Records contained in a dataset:
= = = =

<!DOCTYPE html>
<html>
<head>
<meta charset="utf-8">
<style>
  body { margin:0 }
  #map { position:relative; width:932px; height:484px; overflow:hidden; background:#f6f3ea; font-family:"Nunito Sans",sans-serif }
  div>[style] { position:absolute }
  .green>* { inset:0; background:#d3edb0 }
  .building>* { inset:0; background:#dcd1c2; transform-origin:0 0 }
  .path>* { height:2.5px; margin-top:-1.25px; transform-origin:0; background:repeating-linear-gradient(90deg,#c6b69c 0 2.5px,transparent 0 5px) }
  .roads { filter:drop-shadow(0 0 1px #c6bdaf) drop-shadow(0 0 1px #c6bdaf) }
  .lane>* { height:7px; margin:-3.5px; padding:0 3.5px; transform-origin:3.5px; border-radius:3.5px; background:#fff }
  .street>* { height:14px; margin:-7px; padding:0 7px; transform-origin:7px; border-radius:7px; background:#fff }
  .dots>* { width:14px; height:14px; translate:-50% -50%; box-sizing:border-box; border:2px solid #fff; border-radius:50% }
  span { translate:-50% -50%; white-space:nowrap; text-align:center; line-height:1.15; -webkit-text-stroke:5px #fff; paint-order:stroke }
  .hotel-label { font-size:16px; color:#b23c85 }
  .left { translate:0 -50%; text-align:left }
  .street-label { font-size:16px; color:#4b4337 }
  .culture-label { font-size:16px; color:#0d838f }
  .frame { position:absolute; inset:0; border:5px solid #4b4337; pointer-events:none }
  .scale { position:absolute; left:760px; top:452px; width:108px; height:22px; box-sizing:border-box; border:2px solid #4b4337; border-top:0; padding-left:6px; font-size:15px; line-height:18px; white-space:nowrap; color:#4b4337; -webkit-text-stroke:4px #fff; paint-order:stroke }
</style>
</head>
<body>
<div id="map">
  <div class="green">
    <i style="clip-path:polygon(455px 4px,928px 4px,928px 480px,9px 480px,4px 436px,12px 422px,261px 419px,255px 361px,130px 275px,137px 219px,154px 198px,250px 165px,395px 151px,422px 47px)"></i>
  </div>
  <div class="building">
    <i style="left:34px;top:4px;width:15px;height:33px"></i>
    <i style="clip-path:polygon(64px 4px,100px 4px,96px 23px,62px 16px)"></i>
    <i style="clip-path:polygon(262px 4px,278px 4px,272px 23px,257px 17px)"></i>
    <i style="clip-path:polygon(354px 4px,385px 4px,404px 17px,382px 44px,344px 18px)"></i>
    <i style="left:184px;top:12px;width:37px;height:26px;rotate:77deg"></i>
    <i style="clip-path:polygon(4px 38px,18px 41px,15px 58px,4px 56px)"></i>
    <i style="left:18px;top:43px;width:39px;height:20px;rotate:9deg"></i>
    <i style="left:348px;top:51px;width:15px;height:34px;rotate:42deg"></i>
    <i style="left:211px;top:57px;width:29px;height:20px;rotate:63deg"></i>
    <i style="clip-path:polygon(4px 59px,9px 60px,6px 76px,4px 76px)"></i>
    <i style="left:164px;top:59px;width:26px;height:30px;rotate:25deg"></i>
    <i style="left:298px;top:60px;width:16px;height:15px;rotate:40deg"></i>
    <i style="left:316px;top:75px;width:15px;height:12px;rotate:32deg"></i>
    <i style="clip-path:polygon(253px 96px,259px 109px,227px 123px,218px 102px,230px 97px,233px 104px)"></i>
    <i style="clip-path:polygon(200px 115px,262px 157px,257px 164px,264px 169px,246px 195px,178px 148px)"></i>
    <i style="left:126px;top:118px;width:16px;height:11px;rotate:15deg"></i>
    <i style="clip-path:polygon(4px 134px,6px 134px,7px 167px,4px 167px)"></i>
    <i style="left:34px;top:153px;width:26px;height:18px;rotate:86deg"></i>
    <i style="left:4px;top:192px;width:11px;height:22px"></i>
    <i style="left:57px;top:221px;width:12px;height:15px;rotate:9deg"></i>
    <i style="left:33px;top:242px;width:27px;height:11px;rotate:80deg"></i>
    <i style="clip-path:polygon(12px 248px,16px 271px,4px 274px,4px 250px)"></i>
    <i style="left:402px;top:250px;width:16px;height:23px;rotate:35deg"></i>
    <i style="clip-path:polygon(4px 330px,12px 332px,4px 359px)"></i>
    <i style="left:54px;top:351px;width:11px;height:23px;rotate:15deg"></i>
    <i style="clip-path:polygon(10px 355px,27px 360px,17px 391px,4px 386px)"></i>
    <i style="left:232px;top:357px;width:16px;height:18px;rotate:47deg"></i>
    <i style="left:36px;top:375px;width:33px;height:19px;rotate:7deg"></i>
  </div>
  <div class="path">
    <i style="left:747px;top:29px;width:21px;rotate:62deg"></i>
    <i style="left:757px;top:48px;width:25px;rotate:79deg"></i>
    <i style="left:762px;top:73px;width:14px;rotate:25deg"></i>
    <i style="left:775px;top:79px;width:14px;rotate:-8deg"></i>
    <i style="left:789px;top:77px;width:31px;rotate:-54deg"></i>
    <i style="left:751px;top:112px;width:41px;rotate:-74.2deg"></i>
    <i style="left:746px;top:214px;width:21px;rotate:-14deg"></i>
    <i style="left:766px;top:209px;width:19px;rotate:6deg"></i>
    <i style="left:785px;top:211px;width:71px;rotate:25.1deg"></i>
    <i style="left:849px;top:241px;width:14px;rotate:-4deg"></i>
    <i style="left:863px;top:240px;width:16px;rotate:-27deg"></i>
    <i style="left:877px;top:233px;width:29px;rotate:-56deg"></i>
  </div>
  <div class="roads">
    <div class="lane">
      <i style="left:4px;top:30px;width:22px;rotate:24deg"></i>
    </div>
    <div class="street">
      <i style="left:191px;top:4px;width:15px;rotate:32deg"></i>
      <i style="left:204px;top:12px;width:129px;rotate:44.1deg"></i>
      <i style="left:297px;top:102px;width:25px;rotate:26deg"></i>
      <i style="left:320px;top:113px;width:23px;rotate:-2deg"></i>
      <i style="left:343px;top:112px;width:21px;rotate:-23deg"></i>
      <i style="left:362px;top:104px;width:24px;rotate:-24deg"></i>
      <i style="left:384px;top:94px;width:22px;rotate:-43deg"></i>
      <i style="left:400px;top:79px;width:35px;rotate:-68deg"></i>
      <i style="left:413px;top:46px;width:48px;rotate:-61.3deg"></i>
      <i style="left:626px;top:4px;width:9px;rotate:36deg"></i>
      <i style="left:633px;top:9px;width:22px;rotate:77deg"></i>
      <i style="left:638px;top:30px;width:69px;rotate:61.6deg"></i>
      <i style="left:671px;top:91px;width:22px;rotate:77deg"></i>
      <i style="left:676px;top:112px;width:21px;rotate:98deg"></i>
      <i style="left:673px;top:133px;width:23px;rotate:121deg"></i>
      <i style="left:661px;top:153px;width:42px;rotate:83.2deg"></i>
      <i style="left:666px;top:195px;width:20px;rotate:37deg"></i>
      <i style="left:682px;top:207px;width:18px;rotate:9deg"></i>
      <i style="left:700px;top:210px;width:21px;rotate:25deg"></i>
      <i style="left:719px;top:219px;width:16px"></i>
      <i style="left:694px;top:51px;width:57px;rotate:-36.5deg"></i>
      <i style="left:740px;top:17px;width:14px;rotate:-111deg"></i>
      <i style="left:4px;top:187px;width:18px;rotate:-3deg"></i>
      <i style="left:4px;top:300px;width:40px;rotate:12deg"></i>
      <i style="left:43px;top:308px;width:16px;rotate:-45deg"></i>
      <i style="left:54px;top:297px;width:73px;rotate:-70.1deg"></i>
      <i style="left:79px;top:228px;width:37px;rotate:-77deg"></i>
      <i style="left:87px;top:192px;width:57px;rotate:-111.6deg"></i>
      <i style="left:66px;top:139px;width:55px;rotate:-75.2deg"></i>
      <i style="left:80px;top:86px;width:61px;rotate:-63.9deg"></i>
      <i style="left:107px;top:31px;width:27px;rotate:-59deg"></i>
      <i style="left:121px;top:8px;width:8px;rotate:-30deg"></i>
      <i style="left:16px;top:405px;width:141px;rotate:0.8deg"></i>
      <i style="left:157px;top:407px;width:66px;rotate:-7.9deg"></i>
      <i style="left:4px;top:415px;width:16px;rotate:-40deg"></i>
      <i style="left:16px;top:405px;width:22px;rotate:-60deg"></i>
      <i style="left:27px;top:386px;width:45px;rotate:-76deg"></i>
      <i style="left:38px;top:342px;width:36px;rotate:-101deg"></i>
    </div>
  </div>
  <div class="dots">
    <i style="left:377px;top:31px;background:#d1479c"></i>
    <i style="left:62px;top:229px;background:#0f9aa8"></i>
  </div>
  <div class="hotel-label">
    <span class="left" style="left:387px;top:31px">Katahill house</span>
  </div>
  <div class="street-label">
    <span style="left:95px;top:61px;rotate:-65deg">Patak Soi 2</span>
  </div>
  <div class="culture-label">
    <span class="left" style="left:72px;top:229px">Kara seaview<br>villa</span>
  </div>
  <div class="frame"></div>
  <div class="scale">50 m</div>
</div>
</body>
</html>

= = = =

__PROMPT__. Wherever a line of the data holds "space", copy that line.

__WRITTEN ANSWER__.
  span { translate:-50% -50%; white-space:nowrap; text-align:center; line-height:1.15; -webkit-text-stroke:5px #fff; paint-order:stroke }
  .scale { position:absolute; left:760px; top:452px; width:108px; height:22px; box-sizing:border-box; border:2px solid #4b4337; border-top:0; padding-left:6px; font-size:15px; line-height:18px; white-space:nowrap; color:#4b4337; -webkit-text-stroke:4px #fff; paint-order:stroke }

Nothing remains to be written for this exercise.